• Collected data entries:
════

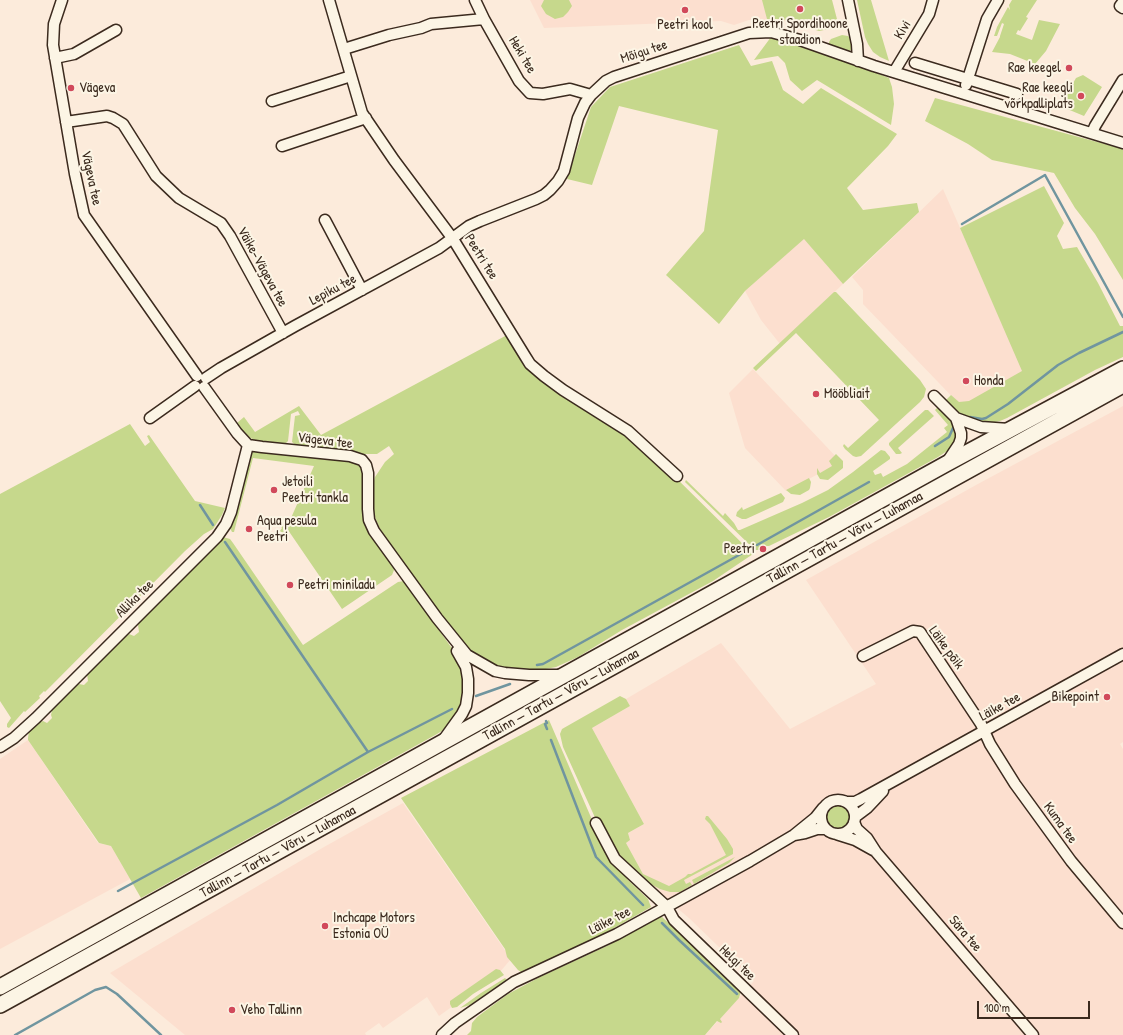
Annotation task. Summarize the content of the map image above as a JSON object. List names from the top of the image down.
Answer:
{
  "streets": {
    "highway": ["Tallinn — Tartu — Võru — Luhamaa"],
    "street": [
      "Kivi",
      "Mõigu tee",
      "Heki tee",
      "Vägeva tee",
      "Peetri tee",
      "Väike-Vägeva tee",
      "Lepiku tee",
      "Allika tee",
      "Läike põik",
      "Läike tee",
      "Kuma tee",
      "Sära tee",
      "Helgi tee"
    ]
  },
  "crossings": [
    ["Kivi", "Mõigu tee"],
    ["Mõigu tee", "Heki tee"],
    ["Mõigu tee", "Peetri tee"],
    ["Mõigu tee", "Lepiku tee"],
    ["Vägeva tee", "Väike-Vägeva tee"],
    ["Vägeva tee", "Lepiku tee"],
    ["Vägeva tee", "Tallinn — Tartu — Võru — Luhamaa"],
    ["Vägeva tee", "Allika tee"],
    ["Peetri tee", "Lepiku tee"],
    ["Väike-Vägeva tee", "Lepiku tee"],
    ["Läike põik", "Läike tee"],
    ["Läike põik", "Kuma tee"],
    ["Läike tee", "Kuma tee"],
    ["Läike tee", "Sära tee"],
    ["Läike tee", "Helgi tee"]
  ],
  "places": [
    "Peetri Spordihoone staadion",
    "Peetri kool",
    "Rae keegel",
    "Vägeva",
    "Rae keegli võrkpalliplats",
    "Honda",
    "Mööbliait",
    "Jetoili Peetri tankla",
    "Aqua pesula Peetri",
    "Peetri",
    "Peetri miniladu",
    "Bikepoint",
    "Inchcape Motors Estonia OÜ",
    "Veho Tallinn"
  ],
  "scale_bar": "100 m"
}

════

Working from the records above, find how many lines contain the string "Väike" and answer with the bare number.

• Solution: 3